De plus, le Conseil constate que les informations ont été publiées sans une mise en perspective suffisante pour bien comprendre l’ampleur du phénomène observé et pour bien saisir la participation respective des différents groupes de travailleurs de la fonction publique. Sans ces informations, le risque de déformation de la réalité et de généralisation devenait excessif. Le grief pour manque d’équilibre et pour généralisation est donc retenu.
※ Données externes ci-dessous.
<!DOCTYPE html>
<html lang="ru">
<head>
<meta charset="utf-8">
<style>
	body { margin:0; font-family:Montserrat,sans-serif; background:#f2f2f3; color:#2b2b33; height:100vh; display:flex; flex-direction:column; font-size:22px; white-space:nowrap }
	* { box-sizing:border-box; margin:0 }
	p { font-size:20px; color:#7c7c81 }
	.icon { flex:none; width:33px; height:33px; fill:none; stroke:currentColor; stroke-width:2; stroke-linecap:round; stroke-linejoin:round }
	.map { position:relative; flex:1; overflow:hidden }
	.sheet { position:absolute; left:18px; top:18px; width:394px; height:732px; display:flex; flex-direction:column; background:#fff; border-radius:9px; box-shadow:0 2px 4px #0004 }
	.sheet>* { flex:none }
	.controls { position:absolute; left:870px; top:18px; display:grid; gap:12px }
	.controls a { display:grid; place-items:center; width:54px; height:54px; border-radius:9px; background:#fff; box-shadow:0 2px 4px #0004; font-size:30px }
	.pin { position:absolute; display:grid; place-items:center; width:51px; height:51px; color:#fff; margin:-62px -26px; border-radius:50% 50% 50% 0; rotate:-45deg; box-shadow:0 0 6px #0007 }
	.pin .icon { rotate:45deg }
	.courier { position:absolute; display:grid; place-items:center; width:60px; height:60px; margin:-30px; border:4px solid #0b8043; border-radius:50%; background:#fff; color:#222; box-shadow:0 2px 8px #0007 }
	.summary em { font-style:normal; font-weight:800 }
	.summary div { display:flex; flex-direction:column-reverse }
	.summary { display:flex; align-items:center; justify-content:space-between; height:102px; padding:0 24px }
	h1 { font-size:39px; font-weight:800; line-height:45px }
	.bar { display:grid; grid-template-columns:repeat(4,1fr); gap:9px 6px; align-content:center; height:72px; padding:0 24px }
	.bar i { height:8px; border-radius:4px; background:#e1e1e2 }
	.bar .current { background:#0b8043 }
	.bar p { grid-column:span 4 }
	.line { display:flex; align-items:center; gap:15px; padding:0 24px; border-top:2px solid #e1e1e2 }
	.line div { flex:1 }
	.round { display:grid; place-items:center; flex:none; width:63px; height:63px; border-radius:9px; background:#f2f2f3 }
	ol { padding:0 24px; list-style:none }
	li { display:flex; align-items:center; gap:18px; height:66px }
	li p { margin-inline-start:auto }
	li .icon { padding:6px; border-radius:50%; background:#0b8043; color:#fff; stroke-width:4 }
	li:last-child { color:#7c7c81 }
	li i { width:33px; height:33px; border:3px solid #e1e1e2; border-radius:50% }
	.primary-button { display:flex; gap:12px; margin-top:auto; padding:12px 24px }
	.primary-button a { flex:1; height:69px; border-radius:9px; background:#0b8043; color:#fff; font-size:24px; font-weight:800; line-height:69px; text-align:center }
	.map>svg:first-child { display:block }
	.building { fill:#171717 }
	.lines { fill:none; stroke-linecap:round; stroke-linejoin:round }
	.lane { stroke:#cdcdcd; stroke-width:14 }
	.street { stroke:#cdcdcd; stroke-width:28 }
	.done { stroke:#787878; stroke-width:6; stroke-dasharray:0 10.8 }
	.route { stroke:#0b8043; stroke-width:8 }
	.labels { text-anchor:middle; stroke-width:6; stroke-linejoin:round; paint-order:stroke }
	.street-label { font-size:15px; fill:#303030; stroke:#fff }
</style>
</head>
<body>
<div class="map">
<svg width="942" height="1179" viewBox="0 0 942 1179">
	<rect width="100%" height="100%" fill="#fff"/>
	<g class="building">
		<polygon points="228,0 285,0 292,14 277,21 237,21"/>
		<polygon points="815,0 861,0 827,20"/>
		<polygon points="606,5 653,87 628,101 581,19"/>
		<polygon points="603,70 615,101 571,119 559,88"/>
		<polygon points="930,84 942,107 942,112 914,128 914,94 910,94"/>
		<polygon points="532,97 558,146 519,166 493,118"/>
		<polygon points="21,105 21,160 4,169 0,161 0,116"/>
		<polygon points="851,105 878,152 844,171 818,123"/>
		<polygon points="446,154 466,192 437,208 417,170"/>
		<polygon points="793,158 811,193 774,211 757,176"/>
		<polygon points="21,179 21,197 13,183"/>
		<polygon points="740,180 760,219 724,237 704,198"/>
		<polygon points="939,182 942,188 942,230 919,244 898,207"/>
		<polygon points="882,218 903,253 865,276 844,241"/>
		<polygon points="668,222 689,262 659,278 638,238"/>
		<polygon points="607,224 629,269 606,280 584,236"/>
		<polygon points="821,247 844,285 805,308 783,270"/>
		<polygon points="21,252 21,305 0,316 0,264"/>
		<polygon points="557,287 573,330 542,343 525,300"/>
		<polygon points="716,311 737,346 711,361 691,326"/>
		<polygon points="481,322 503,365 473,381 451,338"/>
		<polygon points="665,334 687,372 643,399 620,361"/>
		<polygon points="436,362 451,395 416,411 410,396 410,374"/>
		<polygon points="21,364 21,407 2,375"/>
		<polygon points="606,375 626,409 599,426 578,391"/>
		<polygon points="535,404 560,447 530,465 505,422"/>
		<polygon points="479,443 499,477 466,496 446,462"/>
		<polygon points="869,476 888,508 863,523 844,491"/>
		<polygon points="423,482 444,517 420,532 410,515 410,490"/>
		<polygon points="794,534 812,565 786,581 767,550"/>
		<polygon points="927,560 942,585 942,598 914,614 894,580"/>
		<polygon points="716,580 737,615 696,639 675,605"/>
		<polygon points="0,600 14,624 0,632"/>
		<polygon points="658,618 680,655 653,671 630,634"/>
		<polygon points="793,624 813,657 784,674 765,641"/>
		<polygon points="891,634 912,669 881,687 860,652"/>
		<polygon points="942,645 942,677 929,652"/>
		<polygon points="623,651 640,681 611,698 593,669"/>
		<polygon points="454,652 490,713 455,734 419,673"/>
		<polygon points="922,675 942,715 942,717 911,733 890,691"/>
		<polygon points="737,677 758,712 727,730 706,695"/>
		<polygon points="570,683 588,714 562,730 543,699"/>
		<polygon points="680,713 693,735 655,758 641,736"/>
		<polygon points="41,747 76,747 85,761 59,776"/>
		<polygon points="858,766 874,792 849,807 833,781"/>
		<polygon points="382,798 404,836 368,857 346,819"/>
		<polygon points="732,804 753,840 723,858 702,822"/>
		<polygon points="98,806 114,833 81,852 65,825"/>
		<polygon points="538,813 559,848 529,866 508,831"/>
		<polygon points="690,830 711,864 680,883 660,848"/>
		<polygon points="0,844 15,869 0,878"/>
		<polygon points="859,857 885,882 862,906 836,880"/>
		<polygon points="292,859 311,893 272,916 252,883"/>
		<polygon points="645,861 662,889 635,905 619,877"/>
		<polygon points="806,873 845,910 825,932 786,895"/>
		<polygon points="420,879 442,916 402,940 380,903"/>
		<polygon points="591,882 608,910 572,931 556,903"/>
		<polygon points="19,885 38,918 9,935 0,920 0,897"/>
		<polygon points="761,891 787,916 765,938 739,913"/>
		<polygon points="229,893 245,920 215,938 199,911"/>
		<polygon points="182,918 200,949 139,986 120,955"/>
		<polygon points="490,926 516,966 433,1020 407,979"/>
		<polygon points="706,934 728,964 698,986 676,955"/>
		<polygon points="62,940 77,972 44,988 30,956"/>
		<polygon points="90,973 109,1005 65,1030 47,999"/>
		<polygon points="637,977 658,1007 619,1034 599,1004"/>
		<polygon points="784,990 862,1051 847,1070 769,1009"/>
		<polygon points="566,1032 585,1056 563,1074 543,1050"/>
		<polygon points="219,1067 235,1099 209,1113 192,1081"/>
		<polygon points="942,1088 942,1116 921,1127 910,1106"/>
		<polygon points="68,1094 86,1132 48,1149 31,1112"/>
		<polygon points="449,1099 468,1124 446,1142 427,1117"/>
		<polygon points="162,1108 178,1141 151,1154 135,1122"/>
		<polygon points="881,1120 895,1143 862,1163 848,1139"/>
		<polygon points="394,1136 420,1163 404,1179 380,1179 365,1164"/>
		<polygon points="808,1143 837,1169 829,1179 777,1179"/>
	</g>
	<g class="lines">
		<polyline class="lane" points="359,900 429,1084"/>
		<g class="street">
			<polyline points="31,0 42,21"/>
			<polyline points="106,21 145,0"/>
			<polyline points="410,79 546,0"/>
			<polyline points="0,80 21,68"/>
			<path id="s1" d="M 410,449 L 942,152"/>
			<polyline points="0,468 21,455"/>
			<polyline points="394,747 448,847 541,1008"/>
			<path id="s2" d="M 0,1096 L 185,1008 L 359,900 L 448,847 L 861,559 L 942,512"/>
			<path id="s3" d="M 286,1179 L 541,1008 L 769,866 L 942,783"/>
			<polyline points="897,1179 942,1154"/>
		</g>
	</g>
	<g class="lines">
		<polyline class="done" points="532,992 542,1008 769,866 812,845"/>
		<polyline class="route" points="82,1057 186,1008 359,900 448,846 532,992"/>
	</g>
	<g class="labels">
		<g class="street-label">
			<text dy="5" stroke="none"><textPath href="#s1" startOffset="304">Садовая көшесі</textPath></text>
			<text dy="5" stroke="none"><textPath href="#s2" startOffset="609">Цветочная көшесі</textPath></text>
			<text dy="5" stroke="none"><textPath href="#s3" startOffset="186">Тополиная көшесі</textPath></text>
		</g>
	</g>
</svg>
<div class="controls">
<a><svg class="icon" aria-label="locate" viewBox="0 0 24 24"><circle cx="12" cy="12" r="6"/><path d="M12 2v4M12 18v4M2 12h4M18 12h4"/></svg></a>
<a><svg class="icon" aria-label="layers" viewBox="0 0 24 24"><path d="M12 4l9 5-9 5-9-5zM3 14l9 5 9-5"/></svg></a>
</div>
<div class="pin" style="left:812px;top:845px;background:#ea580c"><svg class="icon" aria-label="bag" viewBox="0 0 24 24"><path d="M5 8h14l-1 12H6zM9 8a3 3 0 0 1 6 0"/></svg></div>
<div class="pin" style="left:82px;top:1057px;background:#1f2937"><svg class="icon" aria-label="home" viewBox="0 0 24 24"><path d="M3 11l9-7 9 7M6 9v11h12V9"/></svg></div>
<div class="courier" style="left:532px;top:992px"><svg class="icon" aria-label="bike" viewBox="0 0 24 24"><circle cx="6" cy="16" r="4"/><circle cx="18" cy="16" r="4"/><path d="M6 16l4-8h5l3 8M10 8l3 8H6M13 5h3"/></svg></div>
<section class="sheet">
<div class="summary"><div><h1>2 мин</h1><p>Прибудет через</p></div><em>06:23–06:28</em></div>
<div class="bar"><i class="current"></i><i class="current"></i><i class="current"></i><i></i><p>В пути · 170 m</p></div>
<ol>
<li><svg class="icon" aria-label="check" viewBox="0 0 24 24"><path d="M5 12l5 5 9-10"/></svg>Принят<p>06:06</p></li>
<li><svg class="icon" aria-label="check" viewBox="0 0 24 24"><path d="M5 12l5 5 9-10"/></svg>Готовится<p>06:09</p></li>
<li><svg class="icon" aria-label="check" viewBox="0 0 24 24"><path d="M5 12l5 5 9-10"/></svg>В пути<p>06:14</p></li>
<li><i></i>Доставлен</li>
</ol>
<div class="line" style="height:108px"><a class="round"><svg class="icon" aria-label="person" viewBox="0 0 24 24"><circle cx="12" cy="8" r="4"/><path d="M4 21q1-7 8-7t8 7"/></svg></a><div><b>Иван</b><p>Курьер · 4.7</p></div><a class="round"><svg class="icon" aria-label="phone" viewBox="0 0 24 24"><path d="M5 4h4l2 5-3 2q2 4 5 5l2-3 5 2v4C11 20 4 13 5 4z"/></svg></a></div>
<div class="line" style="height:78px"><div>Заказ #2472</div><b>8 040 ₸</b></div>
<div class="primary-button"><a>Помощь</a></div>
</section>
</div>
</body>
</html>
Grief 2 : titre sensationnaliste
Le plaignant déplore le fait que le journaliste use de sensationnalisme dans le titre suivant : « Factures gargantuesques – Comme des rois ». Selon lui, M. Hébert laisserait sous-entendre que les fonctionnaires vivent comme des rois.
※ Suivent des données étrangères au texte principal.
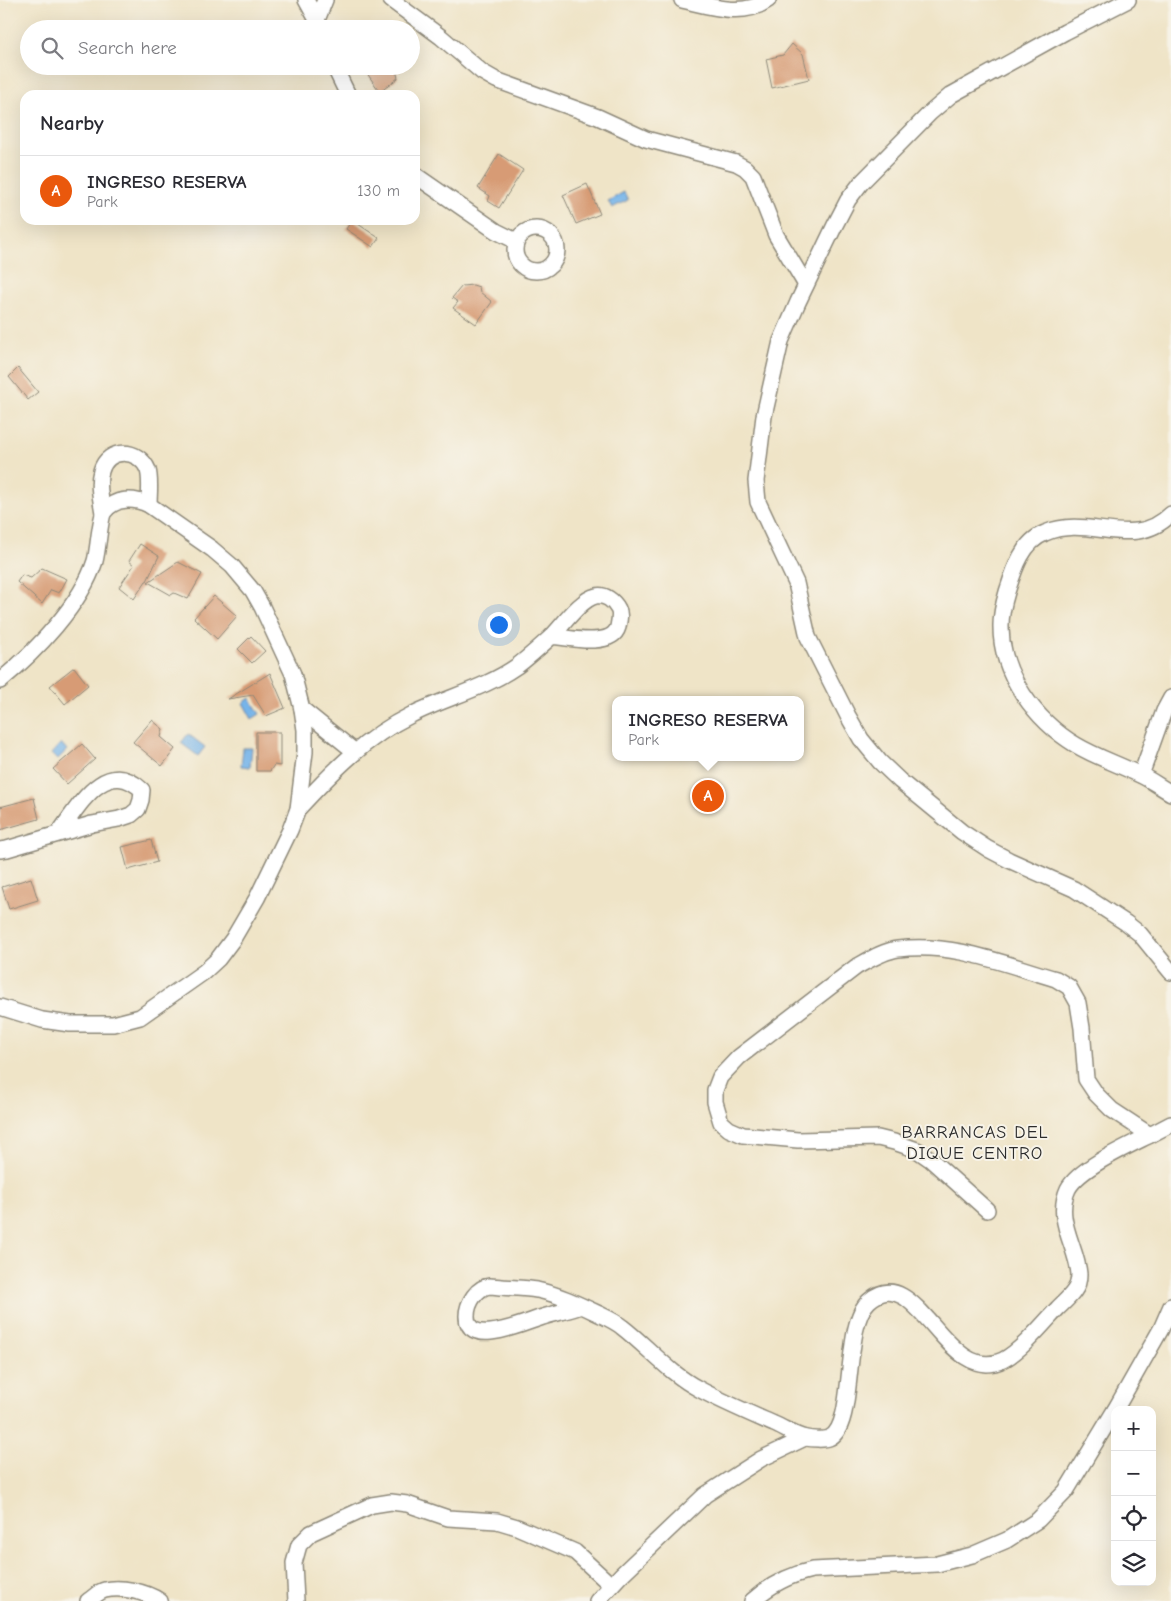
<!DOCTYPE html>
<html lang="en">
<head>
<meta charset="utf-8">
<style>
  body { margin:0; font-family:"Comic Neue",sans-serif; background:#f7f7f7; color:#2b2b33 }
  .controls { position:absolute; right:15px; bottom:15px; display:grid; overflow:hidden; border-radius:10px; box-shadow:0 5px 20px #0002 }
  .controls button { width:45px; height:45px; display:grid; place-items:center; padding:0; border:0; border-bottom:1px solid #e1e1e2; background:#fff; color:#2b2b33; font:25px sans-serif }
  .you { position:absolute; left:498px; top:624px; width:18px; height:18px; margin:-12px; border:4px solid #fff; border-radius:50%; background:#1a73e8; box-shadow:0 0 0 8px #1a73e833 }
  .badge { display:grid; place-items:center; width:32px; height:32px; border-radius:50%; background:#ea580c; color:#fff; font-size:16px; font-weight:700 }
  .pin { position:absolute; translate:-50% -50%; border:2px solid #fff; box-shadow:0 1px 5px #0006 }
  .popup { position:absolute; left:612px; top:696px; width:192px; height:65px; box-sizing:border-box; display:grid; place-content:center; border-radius:10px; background:#fff; filter:drop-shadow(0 1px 4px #0005); font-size:16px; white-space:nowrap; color:#7c7c81 }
  .popup b { font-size:19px; color:#2b2b33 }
  .popup::after { content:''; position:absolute; left:50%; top:100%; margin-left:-10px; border:10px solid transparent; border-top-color:#fff }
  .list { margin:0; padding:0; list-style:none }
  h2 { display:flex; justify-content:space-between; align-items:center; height:65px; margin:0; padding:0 20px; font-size:21px }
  h2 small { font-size:16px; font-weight:400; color:#7c7c81 }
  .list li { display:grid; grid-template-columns:32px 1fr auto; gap:15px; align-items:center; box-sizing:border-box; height:70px; padding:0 20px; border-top:1px solid #e1e1e2 }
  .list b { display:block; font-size:19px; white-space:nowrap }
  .list p { margin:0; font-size:16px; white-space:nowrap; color:#7c7c81 }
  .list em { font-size:16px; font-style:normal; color:#7c7c81 }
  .icon { flex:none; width:28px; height:28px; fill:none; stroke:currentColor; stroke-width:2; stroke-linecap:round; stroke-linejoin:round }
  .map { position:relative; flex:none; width:1171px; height:1601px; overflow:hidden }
  .search { position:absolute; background:#fff; box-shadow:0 5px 20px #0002; left:20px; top:20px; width:400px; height:55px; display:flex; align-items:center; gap:12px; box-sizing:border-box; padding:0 18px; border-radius:28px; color:#7c7c81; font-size:19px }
  .panel { position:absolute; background:#fff; box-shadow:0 5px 20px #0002; left:20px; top:90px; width:400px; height:135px; border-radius:15px }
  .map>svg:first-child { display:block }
  .water { fill:#76b4e9; stroke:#50708a }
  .building { fill:#d79b75 }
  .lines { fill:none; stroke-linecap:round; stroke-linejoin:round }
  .minor-casing { stroke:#8d8879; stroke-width:18 }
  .minor { stroke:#fff; stroke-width:15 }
  .labels { text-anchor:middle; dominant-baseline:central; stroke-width:4; stroke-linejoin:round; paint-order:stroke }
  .neighbourhood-label { font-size:18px; letter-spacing:1px; fill:#2b2b2b; stroke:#f7f3e8 }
</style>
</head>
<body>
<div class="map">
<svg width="1171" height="1601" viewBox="0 0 1171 1601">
  <rect width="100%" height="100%" fill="#f7f3e8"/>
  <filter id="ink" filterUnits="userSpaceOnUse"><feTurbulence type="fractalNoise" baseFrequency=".02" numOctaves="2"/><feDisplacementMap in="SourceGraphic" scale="10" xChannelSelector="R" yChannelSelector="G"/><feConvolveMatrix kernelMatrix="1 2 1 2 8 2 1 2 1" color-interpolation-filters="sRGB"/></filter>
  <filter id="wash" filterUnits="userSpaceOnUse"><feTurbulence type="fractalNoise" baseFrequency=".0096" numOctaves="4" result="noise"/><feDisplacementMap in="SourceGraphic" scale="20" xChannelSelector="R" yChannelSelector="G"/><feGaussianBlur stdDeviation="1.12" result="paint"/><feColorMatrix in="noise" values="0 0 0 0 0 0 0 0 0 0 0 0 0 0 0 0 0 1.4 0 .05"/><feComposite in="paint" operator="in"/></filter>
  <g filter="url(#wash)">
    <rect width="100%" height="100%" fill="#efe4c7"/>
    <!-- water -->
    <g class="water">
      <polygon points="624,192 628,200 612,208 608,201"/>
      <polygon points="250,698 260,714 252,719 243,703"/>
      <polygon points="188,734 205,747 198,756 181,743"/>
      <polygon points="61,743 67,750 57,760 51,754"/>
      <polygon points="243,748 252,748 250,767 241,766"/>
    </g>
    <g id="blocks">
      <!-- building -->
      <g class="building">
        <polygon points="792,44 803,54 809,79 772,88 766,59 783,55"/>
        <polygon points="362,66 395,66 398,78 380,92"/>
        <polygon points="499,154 523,170 499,208 488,201 490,196 478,188"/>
        <polygon points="587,184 600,214 576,224 563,195"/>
        <polygon points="352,220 379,238 373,247 346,229"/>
        <polygon points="473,285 479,287 480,292 492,302 476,324 453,308 458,302 452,298 462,286"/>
        <polygon points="18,368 38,392 28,400 9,377"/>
        <polygon points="140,544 159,556 147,581 146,581 134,599 119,587 134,565 129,561"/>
        <polygon points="178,562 202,574 188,599 174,593 171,595 148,582"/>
        <polygon points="42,568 67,579 59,593 51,590 42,604 17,582 22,575 31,578"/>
        <polygon points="214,596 237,616 217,639 194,618"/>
        <polygon points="251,636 265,651 252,663 238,649"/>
        <polygon points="74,667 88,685 65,704 50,686"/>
        <polygon points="270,673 285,708 266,716 253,695 228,699"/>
        <polygon points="152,720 163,729 161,737 175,749 162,766 133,742"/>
        <polygon points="256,732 280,732 280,766 274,765 270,771 256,771"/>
        <polygon points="82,744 95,759 67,784 53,769"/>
        <polygon points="34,798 39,819 0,830 0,807"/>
        <polygon points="151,840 157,862 128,870 122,847"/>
        <polygon points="31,878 38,900 9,909 2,887"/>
      </g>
    </g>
  </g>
  <g filter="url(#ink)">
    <use href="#blocks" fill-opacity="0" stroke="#8d8879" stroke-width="1"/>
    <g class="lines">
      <defs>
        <g id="minor">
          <polyline points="306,0 317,20 320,29"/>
          <polyline points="391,0 441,37 482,72 496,80 598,117 646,139 736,163 745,168 753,176 776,235 806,285"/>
          <path d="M682,0C709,6 743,18 768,0"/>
          <polyline points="1128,0 1065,32 951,95 930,113 861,183 848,200 835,225 798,302 781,341 764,416 756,481 758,502 796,583 808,637 848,716 861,739 880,762 900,781 962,832 988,849 1009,860 1074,889 1126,923 1140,934 1171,972"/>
          <polyline points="317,20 325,0"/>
          <polyline points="334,66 348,95"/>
          <polyline points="415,175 496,231 516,241"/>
          <circle cx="536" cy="250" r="21"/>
          <path d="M103,513C101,500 97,484 101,471C108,447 139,448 148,470C151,480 149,494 149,505"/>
          <path d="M1171,514C1133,552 1090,514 1045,533C1022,542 1014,570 1007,592C1004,602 1001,614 1001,625C1000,674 1036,721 1076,745C1096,757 1118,764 1138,774C1150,779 1160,787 1171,793"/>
          <path d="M0,681C35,652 81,605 95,561C98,551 100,518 104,512C115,497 134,498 149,505L212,549L232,566L253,591L262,607L293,674L302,709L305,730V752L298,809L290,830L257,898L233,939L218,959L204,972L140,1017L113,1024H70L42,1020L0,1007"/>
          <polyline points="302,709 354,751"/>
          <polyline points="1141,775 1164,711 1171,698"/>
          <path d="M298,809C332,772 366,737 411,715C445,698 486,688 517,666C529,657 541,646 552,636C563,625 581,599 596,596C605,594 614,601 618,609C621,614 619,621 618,627C612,648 568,638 552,636"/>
          <path d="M0,850L7,849L92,824L119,819L131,815L138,809L141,800L142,790C105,755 78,808 58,834"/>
          <path d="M987,1210L930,1159L917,1150L894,1142L878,1138L798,1140L743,1135L729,1129L721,1122L715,1102V1090L720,1077L739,1057L856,967C869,960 883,951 898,949C953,942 1004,964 1056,979L1069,987L1078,1003L1082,1028L1086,1079L1096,1094L1112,1110L1150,1135L1171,1124"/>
          <path d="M582,1306C569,1310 556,1313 543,1317C528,1321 467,1350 467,1316C467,1303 477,1287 490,1286C494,1286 498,1287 502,1287C513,1288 525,1288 537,1290C557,1294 578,1304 597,1313C605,1317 615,1321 622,1327C648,1347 670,1374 699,1389C723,1402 749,1413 774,1424C784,1428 795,1436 806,1438C811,1439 824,1440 829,1438C857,1427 842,1325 869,1301C917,1258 946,1388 1003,1360C1021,1351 1044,1323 1058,1308C1063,1303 1070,1297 1074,1291C1077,1287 1079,1280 1079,1274C1077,1247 1054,1219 1068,1189C1079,1168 1128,1146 1150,1135"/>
          <polyline points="1115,1410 1161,1329 1171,1306"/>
          <path d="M88,1601C93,1598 99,1591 105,1590C122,1586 146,1592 160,1601"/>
          <polyline points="296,1601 294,1563 299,1545 311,1533 372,1505 391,1502 407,1504 448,1518 497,1521 517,1527 575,1552 611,1585"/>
          <polyline points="597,1601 621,1575 705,1495 761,1459 805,1438"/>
          <path d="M752,1601C770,1585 789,1575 812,1570L937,1564L972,1555L1007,1540L1038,1520L1066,1491L1115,1410"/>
        </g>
      </defs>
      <!-- minor casing -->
      <use href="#minor" class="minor-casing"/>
      <!-- minor -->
      <use href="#minor" class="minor"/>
    </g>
  </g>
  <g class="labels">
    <!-- neighbourhood labels -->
    <g class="neighbourhood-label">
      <text x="975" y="1132">BARRANCAS DEL<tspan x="975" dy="21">DIQUE CENTRO</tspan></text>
    </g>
  </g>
</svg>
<div class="controls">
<button>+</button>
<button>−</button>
<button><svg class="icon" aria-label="locate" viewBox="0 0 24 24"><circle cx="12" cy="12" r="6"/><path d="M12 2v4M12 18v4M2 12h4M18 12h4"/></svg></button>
<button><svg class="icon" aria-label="layers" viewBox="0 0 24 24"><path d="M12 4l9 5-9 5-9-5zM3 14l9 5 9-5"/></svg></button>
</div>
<div class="you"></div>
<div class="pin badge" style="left:708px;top:796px">A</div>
<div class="popup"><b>INGRESO RESERVA</b>Park</div>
<div class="search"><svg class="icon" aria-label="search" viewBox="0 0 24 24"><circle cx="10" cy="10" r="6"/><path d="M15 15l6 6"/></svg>Search here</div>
<section class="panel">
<h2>Nearby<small></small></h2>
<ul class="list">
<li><span class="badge">A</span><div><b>INGRESO RESERVA</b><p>Park</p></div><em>130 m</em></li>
</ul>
</section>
</div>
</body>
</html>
En regard de l’intégrité dans la présentation de l’information, le guide DERP du Conseil énonce que : « Les manchettes et les titres doivent respecter le sens, l’esprit et le contenu des textes auxquels ils renvoient. » DERP, p. 30
Après lecture du texte correspondant, le Conseil remarque que le titre est fidèle au contenu de l’article. Le grief est rejeté.
Décision
Au vu de ce qui précède, le Conseil de presse retient la plainte de M. Alain Déry contre le journaliste M. Michel Hébert et le quotidien Le Journal de Québec pour manque d’équilibre et généralisation. Le Conseil rappelle l’obligation des médias de bien mettre en perspective les informations factuelles recueillies pour permettre au public de saisir la portée et le sens réel de ce qui lui est présenté.
Le grief pour titre sensationnaliste est rejeté.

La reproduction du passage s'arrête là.